## What to do
Once you have read the entries below, give them all again without any difference.

########################################

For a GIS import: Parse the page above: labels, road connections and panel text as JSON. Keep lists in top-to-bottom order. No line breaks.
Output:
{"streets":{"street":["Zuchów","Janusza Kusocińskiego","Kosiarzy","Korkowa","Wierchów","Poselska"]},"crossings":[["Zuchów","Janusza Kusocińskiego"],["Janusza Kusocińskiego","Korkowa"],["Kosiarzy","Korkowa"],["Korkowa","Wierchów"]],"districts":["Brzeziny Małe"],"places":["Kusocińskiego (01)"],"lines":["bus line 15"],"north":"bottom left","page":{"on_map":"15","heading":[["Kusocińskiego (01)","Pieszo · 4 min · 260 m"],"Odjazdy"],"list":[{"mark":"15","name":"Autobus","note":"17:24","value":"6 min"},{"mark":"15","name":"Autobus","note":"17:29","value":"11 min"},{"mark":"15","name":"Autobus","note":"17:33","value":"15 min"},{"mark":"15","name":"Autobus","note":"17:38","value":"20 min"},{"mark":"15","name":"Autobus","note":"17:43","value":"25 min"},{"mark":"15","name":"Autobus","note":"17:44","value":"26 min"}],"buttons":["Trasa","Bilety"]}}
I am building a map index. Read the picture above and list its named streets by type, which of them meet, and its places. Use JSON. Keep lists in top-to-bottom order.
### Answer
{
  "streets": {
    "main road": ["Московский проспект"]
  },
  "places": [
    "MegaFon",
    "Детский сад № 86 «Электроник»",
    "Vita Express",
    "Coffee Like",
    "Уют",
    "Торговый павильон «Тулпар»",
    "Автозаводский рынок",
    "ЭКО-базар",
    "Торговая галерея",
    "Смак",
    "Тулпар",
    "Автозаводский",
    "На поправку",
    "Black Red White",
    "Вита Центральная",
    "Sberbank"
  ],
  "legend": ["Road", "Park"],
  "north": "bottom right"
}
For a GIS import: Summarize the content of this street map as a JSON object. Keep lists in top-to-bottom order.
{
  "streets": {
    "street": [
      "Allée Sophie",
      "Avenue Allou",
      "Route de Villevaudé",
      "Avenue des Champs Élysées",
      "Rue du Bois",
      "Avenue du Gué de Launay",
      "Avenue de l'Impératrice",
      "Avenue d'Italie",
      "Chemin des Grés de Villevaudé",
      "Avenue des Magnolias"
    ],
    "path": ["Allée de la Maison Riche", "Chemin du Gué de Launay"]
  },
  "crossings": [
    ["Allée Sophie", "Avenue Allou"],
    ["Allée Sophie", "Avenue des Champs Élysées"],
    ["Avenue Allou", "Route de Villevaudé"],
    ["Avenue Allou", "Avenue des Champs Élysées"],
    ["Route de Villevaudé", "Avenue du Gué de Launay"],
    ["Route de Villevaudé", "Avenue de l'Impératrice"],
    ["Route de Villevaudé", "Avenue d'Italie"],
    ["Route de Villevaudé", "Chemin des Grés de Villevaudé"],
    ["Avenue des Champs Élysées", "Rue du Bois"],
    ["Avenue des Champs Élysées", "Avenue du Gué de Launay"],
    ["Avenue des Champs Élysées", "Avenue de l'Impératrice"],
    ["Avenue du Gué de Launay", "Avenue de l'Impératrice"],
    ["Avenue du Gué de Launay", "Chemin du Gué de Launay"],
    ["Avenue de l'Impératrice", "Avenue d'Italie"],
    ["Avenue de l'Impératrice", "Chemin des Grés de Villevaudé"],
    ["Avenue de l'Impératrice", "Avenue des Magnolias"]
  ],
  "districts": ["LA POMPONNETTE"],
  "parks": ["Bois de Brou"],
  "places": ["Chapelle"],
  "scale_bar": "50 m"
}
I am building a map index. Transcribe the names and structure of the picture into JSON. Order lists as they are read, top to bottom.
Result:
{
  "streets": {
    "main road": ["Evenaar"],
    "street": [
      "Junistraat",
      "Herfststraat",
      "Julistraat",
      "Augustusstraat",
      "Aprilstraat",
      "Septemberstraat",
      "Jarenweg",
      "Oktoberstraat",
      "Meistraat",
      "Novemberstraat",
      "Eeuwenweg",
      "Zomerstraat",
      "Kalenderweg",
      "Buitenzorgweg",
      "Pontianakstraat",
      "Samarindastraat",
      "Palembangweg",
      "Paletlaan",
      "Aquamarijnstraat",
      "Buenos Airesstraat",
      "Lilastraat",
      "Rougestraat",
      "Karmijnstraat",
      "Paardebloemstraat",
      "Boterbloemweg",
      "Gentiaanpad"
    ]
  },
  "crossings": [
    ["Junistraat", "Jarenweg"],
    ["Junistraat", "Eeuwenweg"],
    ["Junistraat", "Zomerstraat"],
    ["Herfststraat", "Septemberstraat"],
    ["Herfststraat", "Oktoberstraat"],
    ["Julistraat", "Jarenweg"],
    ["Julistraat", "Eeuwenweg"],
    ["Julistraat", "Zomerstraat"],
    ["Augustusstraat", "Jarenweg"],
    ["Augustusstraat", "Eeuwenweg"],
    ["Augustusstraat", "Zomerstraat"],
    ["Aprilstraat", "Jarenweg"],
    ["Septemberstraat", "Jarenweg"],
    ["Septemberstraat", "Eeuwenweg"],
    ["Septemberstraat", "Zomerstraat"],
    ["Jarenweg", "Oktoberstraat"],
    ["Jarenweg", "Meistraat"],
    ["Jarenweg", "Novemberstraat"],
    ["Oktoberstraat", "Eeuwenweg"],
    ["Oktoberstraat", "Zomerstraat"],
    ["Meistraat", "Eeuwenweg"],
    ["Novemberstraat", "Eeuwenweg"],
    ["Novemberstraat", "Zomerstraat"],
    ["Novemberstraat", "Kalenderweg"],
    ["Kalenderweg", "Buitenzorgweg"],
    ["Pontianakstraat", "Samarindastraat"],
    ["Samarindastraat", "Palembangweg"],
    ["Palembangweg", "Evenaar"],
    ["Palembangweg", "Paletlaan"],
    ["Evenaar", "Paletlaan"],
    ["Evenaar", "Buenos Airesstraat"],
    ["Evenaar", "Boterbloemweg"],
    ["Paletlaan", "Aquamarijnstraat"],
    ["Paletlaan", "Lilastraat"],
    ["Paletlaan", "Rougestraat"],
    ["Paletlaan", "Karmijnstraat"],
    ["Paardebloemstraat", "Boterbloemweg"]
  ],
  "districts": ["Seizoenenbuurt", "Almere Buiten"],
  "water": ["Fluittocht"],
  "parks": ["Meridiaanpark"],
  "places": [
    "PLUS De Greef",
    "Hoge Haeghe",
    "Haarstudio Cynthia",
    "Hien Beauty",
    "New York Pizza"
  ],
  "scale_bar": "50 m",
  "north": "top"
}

########################################

## Task response
For a GIS import: Parse the page above: labels, road connections and panel text as JSON. Keep lists in top-to-bottom order. No line breaks.
Output:
{"streets":{"street":["Zuchów","Janusza Kusocińskiego","Kosiarzy","Korkowa","Wierchów","Poselska"]},"crossings":[["Zuchów","Janusza Kusocińskiego"],["Janusza Kusocińskiego","Korkowa"],["Kosiarzy","Korkowa"],["Korkowa","Wierchów"]],"districts":["Brzeziny Małe"],"places":["Kusocińskiego (01)"],"lines":["bus line 15"],"north":"bottom left","page":{"on_map":"15","heading":[["Kusocińskiego (01)","Pieszo · 4 min · 260 m"],"Odjazdy"],"list":[{"mark":"15","name":"Autobus","note":"17:24","value":"6 min"},{"mark":"15","name":"Autobus","note":"17:29","value":"11 min"},{"mark":"15","name":"Autobus","note":"17:33","value":"15 min"},{"mark":"15","name":"Autobus","note":"17:38","value":"20 min"},{"mark":"15","name":"Autobus","note":"17:43","value":"25 min"},{"mark":"15","name":"Autobus","note":"17:44","value":"26 min"}],"buttons":["Trasa","Bilety"]}}
I am building a map index. Read the picture above and list its named streets by type, which of them meet, and its places. Use JSON. Keep lists in top-to-bottom order.
### Answer
{
  "streets": {
    "main road": ["Московский проспект"]
  },
  "places": [
    "MegaFon",
    "Детский сад № 86 «Электроник»",
    "Vita Express",
    "Coffee Like",
    "Уют",
    "Торговый павильон «Тулпар»",
    "Автозаводский рынок",
    "ЭКО-базар",
    "Торговая галерея",
    "Смак",
    "Тулпар",
    "Автозаводский",
    "На поправку",
    "Black Red White",
    "Вита Центральная",
    "Sberbank"
  ],
  "legend": ["Road", "Park"],
  "north": "bottom right"
}
For a GIS import: Summarize the content of this street map as a JSON object. Keep lists in top-to-bottom order.
{
  "streets": {
    "street": [
      "Allée Sophie",
      "Avenue Allou",
      "Route de Villevaudé",
      "Avenue des Champs Élysées",
      "Rue du Bois",
      "Avenue du Gué de Launay",
      "Avenue de l'Impératrice",
      "Avenue d'Italie",
      "Chemin des Grés de Villevaudé",
      "Avenue des Magnolias"
    ],
    "path": ["Allée de la Maison Riche", "Chemin du Gué de Launay"]
  },
  "crossings": [
    ["Allée Sophie", "Avenue Allou"],
    ["Allée Sophie", "Avenue des Champs Élysées"],
    ["Avenue Allou", "Route de Villevaudé"],
    ["Avenue Allou", "Avenue des Champs Élysées"],
    ["Route de Villevaudé", "Avenue du Gué de Launay"],
    ["Route de Villevaudé", "Avenue de l'Impératrice"],
    ["Route de Villevaudé", "Avenue d'Italie"],
    ["Route de Villevaudé", "Chemin des Grés de Villevaudé"],
    ["Avenue des Champs Élysées", "Rue du Bois"],
    ["Avenue des Champs Élysées", "Avenue du Gué de Launay"],
    ["Avenue des Champs Élysées", "Avenue de l'Impératrice"],
    ["Avenue du Gué de Launay", "Avenue de l'Impératrice"],
    ["Avenue du Gué de Launay", "Chemin du Gué de Launay"],
    ["Avenue de l'Impératrice", "Avenue d'Italie"],
    ["Avenue de l'Impératrice", "Chemin des Grés de Villevaudé"],
    ["Avenue de l'Impératrice", "Avenue des Magnolias"]
  ],
  "districts": ["LA POMPONNETTE"],
  "parks": ["Bois de Brou"],
  "places": ["Chapelle"],
  "scale_bar": "50 m"
}
I am building a map index. Transcribe the names and structure of the picture into JSON. Order lists as they are read, top to bottom.
Result:
{
  "streets": {
    "main road": ["Evenaar"],
    "street": [
      "Junistraat",
      "Herfststraat",
      "Julistraat",
      "Augustusstraat",
      "Aprilstraat",
      "Septemberstraat",
      "Jarenweg",
      "Oktoberstraat",
      "Meistraat",
      "Novemberstraat",
      "Eeuwenweg",
      "Zomerstraat",
      "Kalenderweg",
      "Buitenzorgweg",
      "Pontianakstraat",
      "Samarindastraat",
      "Palembangweg",
      "Paletlaan",
      "Aquamarijnstraat",
      "Buenos Airesstraat",
      "Lilastraat",
      "Rougestraat",
      "Karmijnstraat",
      "Paardebloemstraat",
      "Boterbloemweg",
      "Gentiaanpad"
    ]
  },
  "crossings": [
    ["Junistraat", "Jarenweg"],
    ["Junistraat", "Eeuwenweg"],
    ["Junistraat", "Zomerstraat"],
    ["Herfststraat", "Septemberstraat"],
    ["Herfststraat", "Oktoberstraat"],
    ["Julistraat", "Jarenweg"],
    ["Julistraat", "Eeuwenweg"],
    ["Julistraat", "Zomerstraat"],
    ["Augustusstraat", "Jarenweg"],
    ["Augustusstraat", "Eeuwenweg"],
    ["Augustusstraat", "Zomerstraat"],
    ["Aprilstraat", "Jarenweg"],
    ["Septemberstraat", "Jarenweg"],
    ["Septemberstraat", "Eeuwenweg"],
    ["Septemberstraat", "Zomerstraat"],
    ["Jarenweg", "Oktoberstraat"],
    ["Jarenweg", "Meistraat"],
    ["Jarenweg", "Novemberstraat"],
    ["Oktoberstraat", "Eeuwenweg"],
    ["Oktoberstraat", "Zomerstraat"],
    ["Meistraat", "Eeuwenweg"],
    ["Novemberstraat", "Eeuwenweg"],
    ["Novemberstraat", "Zomerstraat"],
    ["Novemberstraat", "Kalenderweg"],
    ["Kalenderweg", "Buitenzorgweg"],
    ["Pontianakstraat", "Samarindastraat"],
    ["Samarindastraat", "Palembangweg"],
    ["Palembangweg", "Evenaar"],
    ["Palembangweg", "Paletlaan"],
    ["Evenaar", "Paletlaan"],
    ["Evenaar", "Buenos Airesstraat"],
    ["Evenaar", "Boterbloemweg"],
    ["Paletlaan", "Aquamarijnstraat"],
    ["Paletlaan", "Lilastraat"],
    ["Paletlaan", "Rougestraat"],
    ["Paletlaan", "Karmijnstraat"],
    ["Paardebloemstraat", "Boterbloemweg"]
  ],
  "districts": ["Seizoenenbuurt", "Almere Buiten"],
  "water": ["Fluittocht"],
  "parks": ["Meridiaanpark"],
  "places": [
    "PLUS De Greef",
    "Hoge Haeghe",
    "Haarstudio Cynthia",
    "Hien Beauty",
    "New York Pizza"
  ],
  "scale_bar": "50 m",
  "north": "top"
}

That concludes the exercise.